SANS Digital Forensics and Incident Response Blog

pdgmail: new tool for gmail memory forensics

I saw John McCash's artical on GMail forensics ... I was hooked and created pdgmail.

I've been messing around with the volatile toolkit for memory forensics and thought I'd try my hands at GMail memory forensics since, as John says, the GMail data isn't supposed to end up on disk anyways, maybe it's in the the browser memory?

Boy is it!

I used the pd dump tool from www.trapkit.de, available here, and tested against my meager GMail account, Windows XP, 2000, IE 6, IE 7 and Firefox 3. In all cases I was able to retrieve contact data, last login times and IP addresses, basic email headers and email bodies. Even if the browser was 'logged out' of GMail, they all still retained this data. Even for messages that were not opened, contacts that weren't used. Simply loading up the GMail UI loads all this data in the memory image.

How to use?

First step is to gather the browser memory. Here's a sample pd session where 6352 is the PID of a running IE instance:

E:\Program Files\tools>pd -p 6352 > 6352.dump
pd, version 1.1 tk 2006, www.trapkit.de

Dump finished.

E:\Program Files\tools>dir
Directory of E:\Program Files\tools

09/27/2008 06:57 PM 117,908,254 6352.dump

Whoa big file! But this is forensics, we don't scare at large data sets. To use the pdgmail tool run this memory dump through strings -el to create a strings file, then either cat that file through pdgmail, or run pdgmail with the -f flag specifying your strings filename. example:

strings -el 6352.dump | pdgmail | less

Best mileage will be with Python 2.4.4 or 2.5 on Linux. I haven't tested it below those versions or on Windows.

It looks for these things:

  • contacts
  • last access records
  • GMail account names
  • message headers
  • message bodies

Contacts show up as:
contact: name: "jeff bryner" email: "myemailaddress@gmail.com

Last Access records show most recent two logins and appear as:
last access: "14 hours ago" from IP "10.15.26.8", most recent access Tue Oct 14 10:57:53 2008 from IP "12.9.4.238"
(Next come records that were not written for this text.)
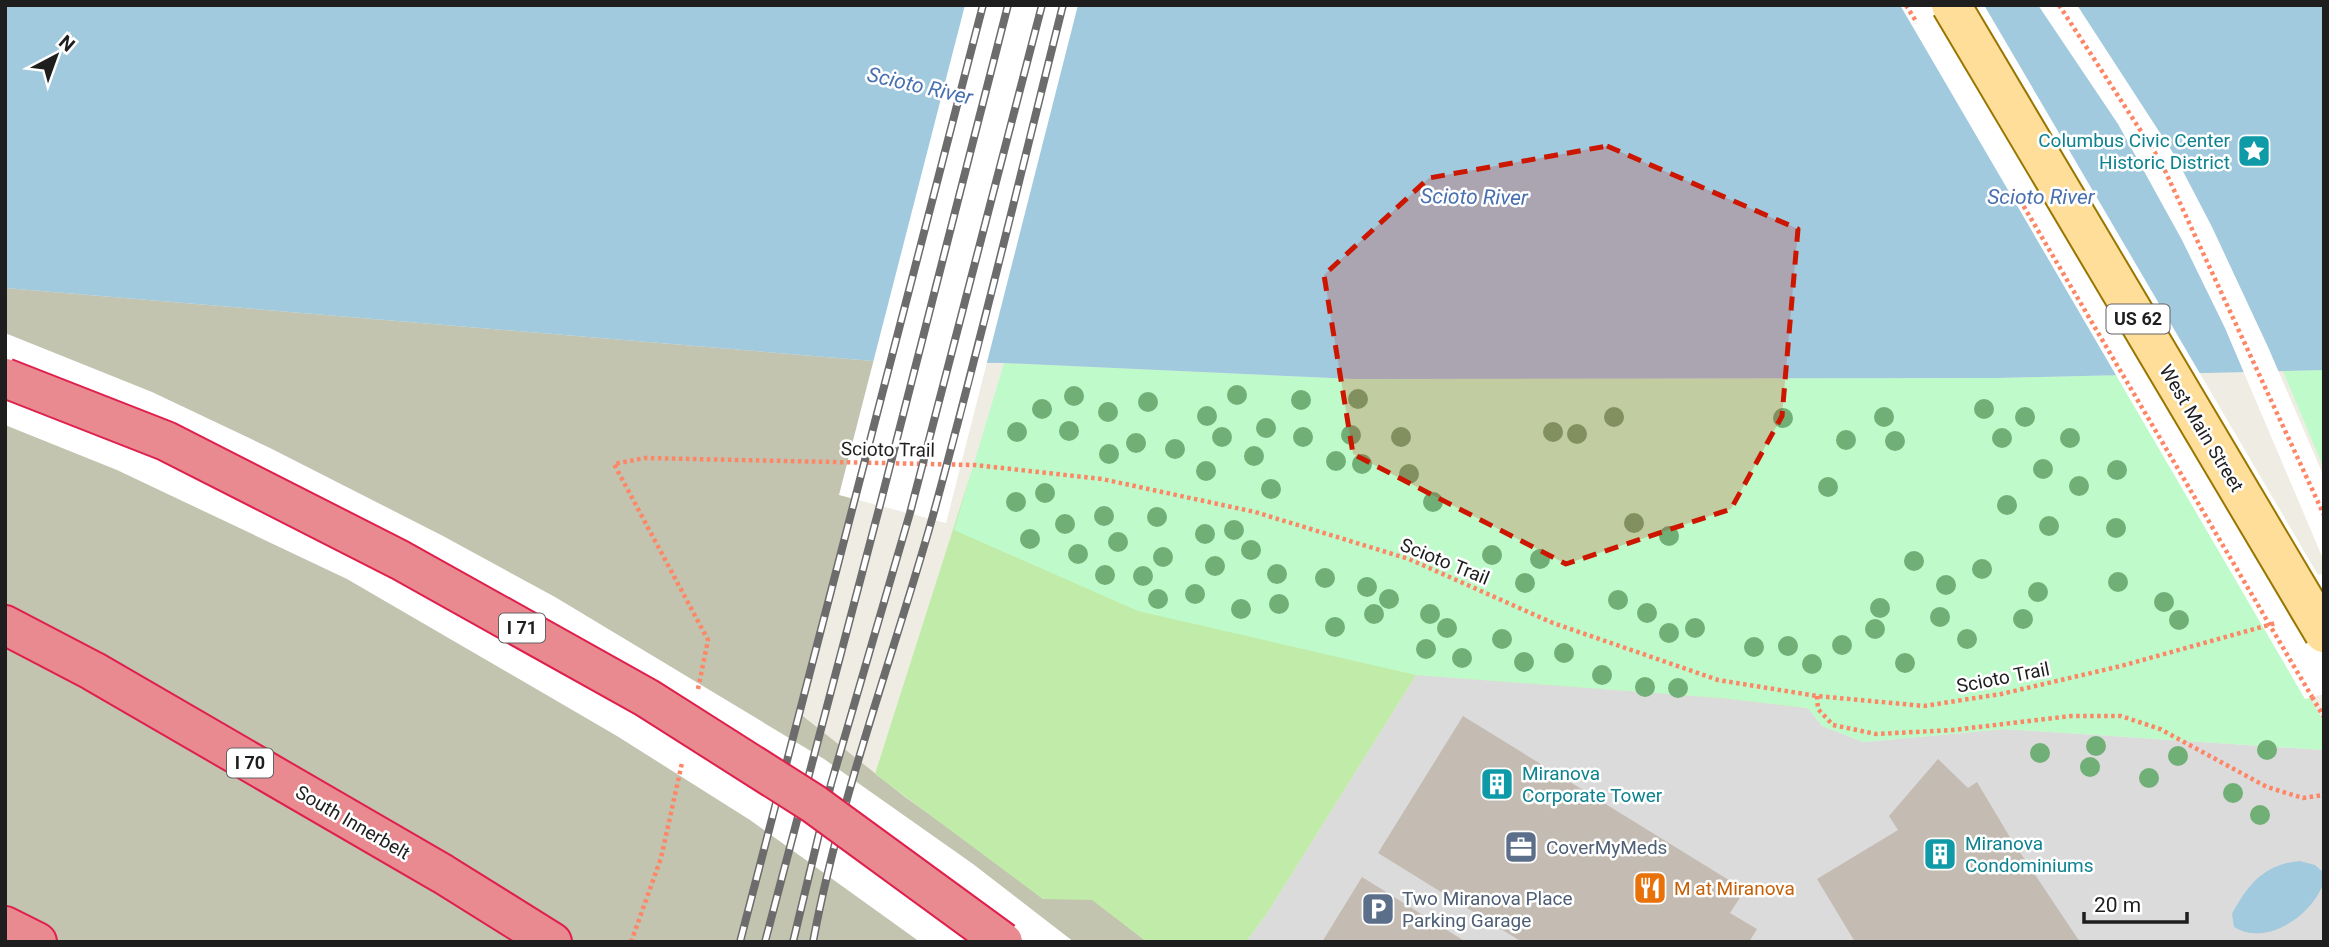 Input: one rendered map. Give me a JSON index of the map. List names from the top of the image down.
{
  "streets": {
    "highway": ["I 71", "I 70", "South Innerbelt"],
    "main road": ["US 62", "West Main Street"],
    "path": ["Scioto Trail"]
  },
  "water": ["Scioto River"],
  "places": {
    "place": ["Columbus Civic Center Historic District"],
    "building": ["Miranova Corporate Tower", "Miranova Condominiums"],
    "office": ["CoverMyMeds"],
    "restaurant": ["M at Miranova"],
    "parking": ["Two Miranova Place Parking Garage"]
  },
  "scale_bar": "20 m",
  "north": "top right"
} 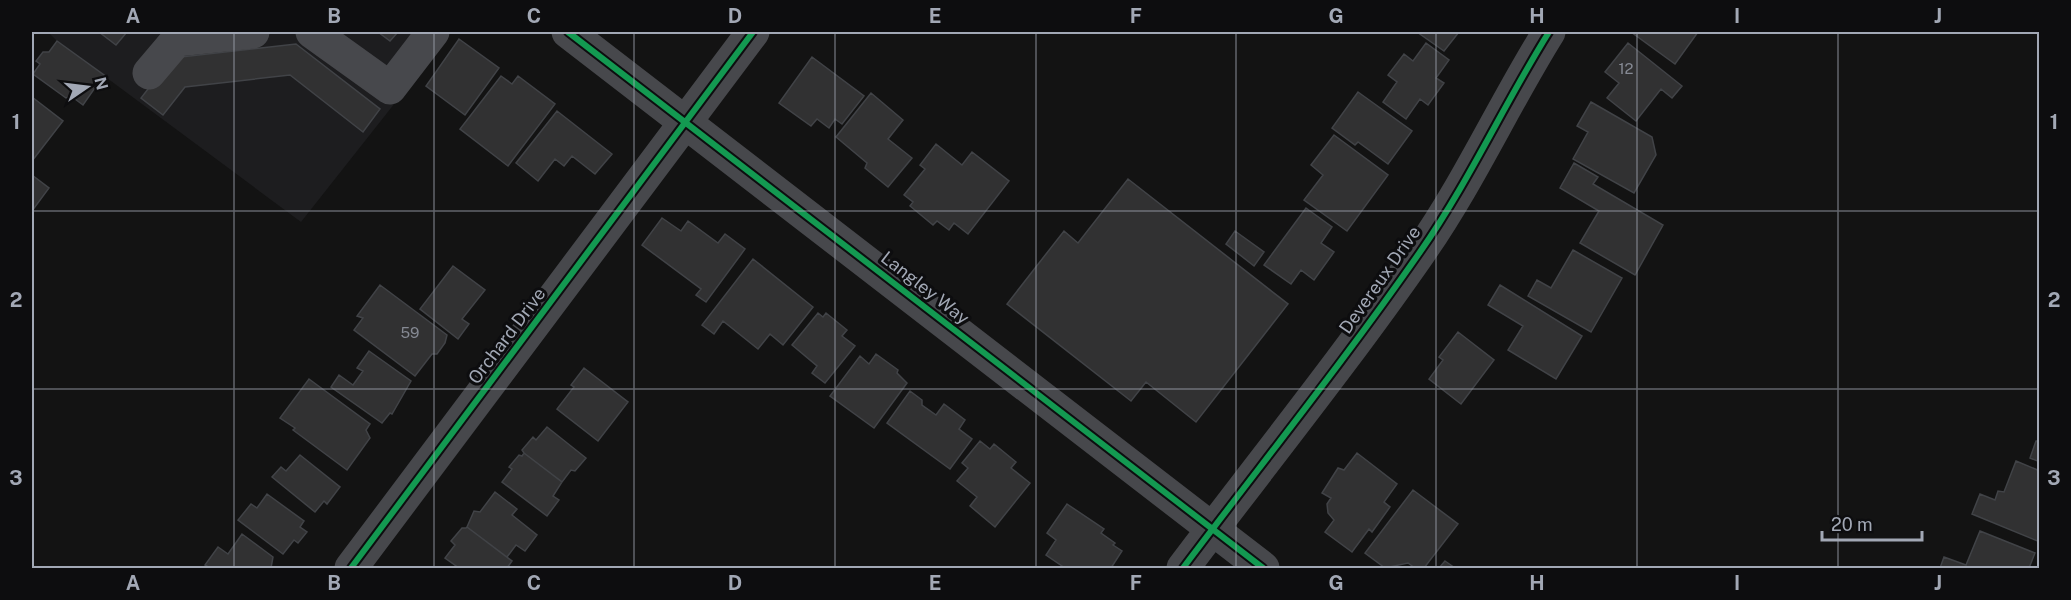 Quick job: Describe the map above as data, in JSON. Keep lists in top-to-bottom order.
{
  "streets": {
    "street": ["Devereux Drive", "Langley Way", "Orchard Drive"]
  },
  "crossings": [
    ["Devereux Drive", "Langley Way"],
    ["Langley Way", "Orchard Drive"]
  ],
  "house_numbers": ["12", "59"],
  "scale_bar": "20 m",
  "north": "right",
  "grid": {
    "columns": [
      "A",
      "B",
      "C",
      "D",
      "E",
      "F",
      "G",
      "H",
      "I",
      "J"
    ],
    "rows": ["1", "2", "3"]
  }
}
Email messages are the messiest mostly because memory artifacts don't always conform to API standards, so picking them out is a best guess.

Using the most familiar email of all, headers show up as:
message header: ["ms","113b0d734737dec4","",4,"Gmail Team ","Gmail Team","mail-noreply@google.com",1184082900000,"Did you know that GMail was voted #2 in PC World's Top 100 products of 2005, ...",["^all","^i"]

Message bodies are parsed to turn the unicode into proper html:

Did you know that GMail was voted #2 in PC World's Top
100 products of 2005
, right after Firefox? Why wouldn't you want to
switch? Well, because it can be a pain to switch to a new email
address. We know.

etc...

Nothing fancy, just some glorified regex and unicode handling dumped to stdout. It parses if possible, otherwise it just spits out a familiar line. Feel free to send me patches, tweak, rewrite, etc. Hope it helps someone!

Jeff Bryner , GCFA Gold #137, also holds the CISSP and GCIH certifications, occasionally teaches for SANS and performs forensics, intrusion analysis, and security architecture work on a daily basis.

19 Comments

Posted October 20, 2008 at 12:28 PM | Permalink | Reply

robtlee

Would this also work on a full memory dump from windows created by mdd or win32dd?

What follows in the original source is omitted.